Paradox of education and graduate unemployment

By Ibrahim M. Hadejia

Individuals’ credentials galore are the main obstacle confronting Nigeria’s education and learning outcomes. I had the privilege, in 2010, to work with a team of freelance researchers to launch empirical investigation into post-secondary school education ‘outcomes’ in Nigeria using multivariate regression model, with key controllable input variables. It is part of the issues, findings and recommendations of the research that form a substantial part of this article.

Education is an investment that can help foster economic growth, contribute to personal social development and reduce social inequality. Like any investment, it involves both costs and returns. Some of the returns are monetary, and directly related to the labor market, while others are personal, social, cultural or more broadly economic. Some returns accrue to the individual while others benefit society in general in the form of a more literate, rational, intelligent, and productive population.
At present, the Nigerian economy is being confronted by global, technological, and demographic shifts, each of which has serious skills implications.

In the emerging knowledge-based and globalized economy, a nation’s primary competitive advantage will lie in the strategic use of human resources which is a byproduct of education. Whenever Nigerian “fresh-graduates” are seen discussing in clusters, noticeably during their idle NYSC scheme, the major issue of discourse is centered on ‘grading dementia’; hey! My guy, with what grade did you graduate? I made a First class.

What of your friend? He made Second class upper and so on. This is wonderful. I have berated the Nigerian university grading system, not on account of computational problems but on the ground that it is self-defeating and devoid of productive imperative. The essence is to match grading outputs with expected learning outcomes.

Improving Nigeria’s competitive position means ensuring that Nigerian workers have the skills, knowledge and supportive environment needed to excel, to contribute to innovation, and to remain flexible and resilient in the face of ever-changing work demands.
We investigate the impact of education on economic growth in Nigeria during 1980-2010 using an error-correction mechanism. The results show a quasi-educated labor force having a significantly negative impact on economic growth. The wave of official corruption validates this position. The transformation of certificated beings into treasury looters in Nigeria does not justify the moral basis of education. Consistent with micro-economic studies for Nigeria, primary and secondary education are most important for productivity growth.

These findings are robust while changing the conditioning set of the variables, controlling for data issues and endogeneity. Due to an environment of social and political corruption, however, total factor productivity has been slightly negative for the past decades, and there is evidence of a missing complementarity between the country’s skills and its technology base.

I have developed a growth-economics framework which takes into account quality changes of physical capital, and differentiation by level of education.

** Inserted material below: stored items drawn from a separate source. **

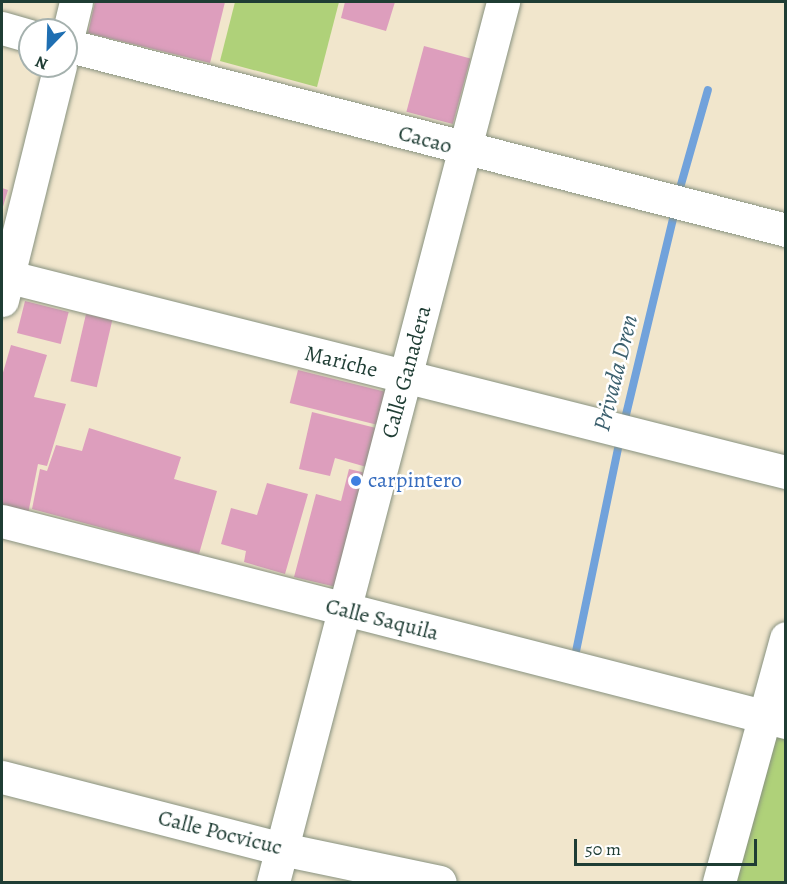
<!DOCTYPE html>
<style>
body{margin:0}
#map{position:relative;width:787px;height:884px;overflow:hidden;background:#f1e6cc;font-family:Alegreya,serif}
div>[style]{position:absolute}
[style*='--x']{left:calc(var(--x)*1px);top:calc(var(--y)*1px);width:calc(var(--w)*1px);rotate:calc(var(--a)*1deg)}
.green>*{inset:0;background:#afd179}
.stream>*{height:8px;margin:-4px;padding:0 4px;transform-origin:4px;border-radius:4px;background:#71a2db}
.building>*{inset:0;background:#dd9ebd;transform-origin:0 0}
.roads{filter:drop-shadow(0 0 2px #889280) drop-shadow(0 0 2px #889280)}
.minor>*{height:33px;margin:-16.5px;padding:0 16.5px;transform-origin:16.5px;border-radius:16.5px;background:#fff}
.dots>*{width:16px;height:16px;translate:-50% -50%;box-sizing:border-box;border:3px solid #fff;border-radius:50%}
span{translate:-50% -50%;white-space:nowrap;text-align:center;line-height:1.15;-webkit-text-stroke:5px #fff;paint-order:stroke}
.street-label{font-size:22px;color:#1f3d34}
.shop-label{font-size:22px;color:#366cbe}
.left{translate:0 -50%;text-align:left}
.water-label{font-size:24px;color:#3c606e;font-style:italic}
.frame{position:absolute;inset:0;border:3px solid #1f3d34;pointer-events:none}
.north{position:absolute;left:18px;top:18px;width:60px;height:60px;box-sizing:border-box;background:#fff;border:2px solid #a5b1ae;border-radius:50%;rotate:203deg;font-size:16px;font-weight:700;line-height:24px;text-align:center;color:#1f3d34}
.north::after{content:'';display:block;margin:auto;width:21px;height:27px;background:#1f6fb2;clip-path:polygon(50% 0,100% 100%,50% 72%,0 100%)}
.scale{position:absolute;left:574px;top:839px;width:183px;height:27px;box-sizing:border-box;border:3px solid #1f3d34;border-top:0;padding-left:8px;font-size:18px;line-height:21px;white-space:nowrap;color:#1f3d34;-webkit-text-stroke:4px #fff;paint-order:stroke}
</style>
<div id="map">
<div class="green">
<div style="clip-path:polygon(235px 2px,339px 2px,317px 87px,220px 61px)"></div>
<div style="clip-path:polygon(785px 668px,785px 882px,730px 882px)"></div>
</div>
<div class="stream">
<div style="--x:678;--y:195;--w:109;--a:-74.1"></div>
<div style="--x:624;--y:423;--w:219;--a:-76.5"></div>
<div style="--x:574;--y:661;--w:228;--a:-78.3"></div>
</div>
<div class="building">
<div style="clip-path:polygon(95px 2px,225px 2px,210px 63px,88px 33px)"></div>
<div style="clip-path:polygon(345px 2px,395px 2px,386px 31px,341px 18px)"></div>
<div style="left:424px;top:46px;width:48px;height:68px;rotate:15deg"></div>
<div style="clip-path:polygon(2px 188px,8px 190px,2px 210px)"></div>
<div style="left:25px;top:301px;width:45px;height:33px;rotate:14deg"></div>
<div style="left:86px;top:314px;width:27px;height:69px;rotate:13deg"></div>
<div style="clip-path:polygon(11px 345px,47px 355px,34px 397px,66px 404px,47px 466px,38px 464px,28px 514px,2px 509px,2px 376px)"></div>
<div style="left:298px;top:370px;width:96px;height:34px;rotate:14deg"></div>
<div style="clip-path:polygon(312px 412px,380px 429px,370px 468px,335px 458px,330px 476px,299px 469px)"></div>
<div style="clip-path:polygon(89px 428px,181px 457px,174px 479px,217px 491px,199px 554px,32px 509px,40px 469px,47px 471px,56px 445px,82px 451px)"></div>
<div style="clip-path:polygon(349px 469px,366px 473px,336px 587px,294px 577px,316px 494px,341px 501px)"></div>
<div style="clip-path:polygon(267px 483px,308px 494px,285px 574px,244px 562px,246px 551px,221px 544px,231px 508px,257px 515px)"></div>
</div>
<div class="roads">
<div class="minor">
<div style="--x:2;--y:28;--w:29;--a:16"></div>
<div style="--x:66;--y:43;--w:42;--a:-76.3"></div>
<div style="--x:66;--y:45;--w:743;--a:14.41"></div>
<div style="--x:2;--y:275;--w:808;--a:14.11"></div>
<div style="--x:2;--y:300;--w:241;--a:-76.1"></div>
<div style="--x:2;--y:521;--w:809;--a:14.38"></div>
<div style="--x:2;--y:777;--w:289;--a:14.4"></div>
<div style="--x:282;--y:849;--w:161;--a:11.8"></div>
<div style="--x:273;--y:882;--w:910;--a:-75.35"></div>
<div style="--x:719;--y:882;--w:253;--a:-74.6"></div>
</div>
</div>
<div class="dots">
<div style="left:356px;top:481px;background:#3f7fe0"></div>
</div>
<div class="street-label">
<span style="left:425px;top:140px;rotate:15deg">Cacao</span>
<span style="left:341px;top:362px;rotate:14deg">Mariche</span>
<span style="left:407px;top:372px;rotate:-75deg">Calle Ganadera</span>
<span style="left:382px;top:620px;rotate:14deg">Calle Saquila</span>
<span style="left:220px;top:833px;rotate:14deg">Calle Pocvicuc</span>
</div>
<div class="shop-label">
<span class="left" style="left:368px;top:481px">carpintero</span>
</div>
<div class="water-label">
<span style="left:616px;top:373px;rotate:-76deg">Privada Dren</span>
</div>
<div class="frame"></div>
<div class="north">N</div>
<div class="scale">50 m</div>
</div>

It shows that the human capital variables explain more than 50 percent of output growth. Of these, secondary education is the predominant determinant of growth in Nigeria. The reason is that our over-grading and grading-sensitive scholars are poised to seeking white-collar jobs that guarantee them easy passage to public treasury. The farmers and artisans and drivers who contribute over 80% of GDP are majorly of secondary school level.
There are several approaches to measuring quality education: periodic internal or external reviews of Faculties/Institutions, ranking systems, accreditation systems, and innovativeness in research and student surveys. None of these seem to have been used to estimate the relationships suggested by my model.

In particular, most quality measures use inputs and processes as if these were the outcomes. For example, the NUC system for ranking Nigerian universities places substantial emphasis on the number of faculties with Ph.D. certified teachers, entry averages of students, expenditures, class sizes and a host of other input measures in developing their composite rankings. This represents an explicit attempt to treat inputs as if they were outcomes. Only a couple of indicators, such as the “reputational survey, integrity quotient, and student’s originality of intellect” emphasize on outcomes and these suffer from significant methodological difficulties. These variables are useful and fundamental but often neglected.

Comparative studies are possible at the senior secondary and post-secondary level because individuals can be found with widely varying levels of exposure to higher education, including no exposure. Indeed, this is the thrust of most research under the human capital earnings function. However, the selective nature of the post-secondary system, and the further selection factors in getting post-secondary education to the work place, introduce confounding factors that have not yet been well enough sorted out to determine the causal effects of higher education and especially the causal effects of what has been learned, as opposed to having earned a credential.

However, it seems unlikely that any system or institution could be persuaded to conduct such an experiment. There is need for public and professional validation of outcomes, for priority setting among outcomes and for research designed to assess public and professional views on the range of outcomes to be measured. There is also a need, first to identify and validate a set of common outcomes expected of graduates from core post-secondary programmes in Nigeria.

Hadejia wrote from NOUN, Gusau Study Centre, Zamfara State.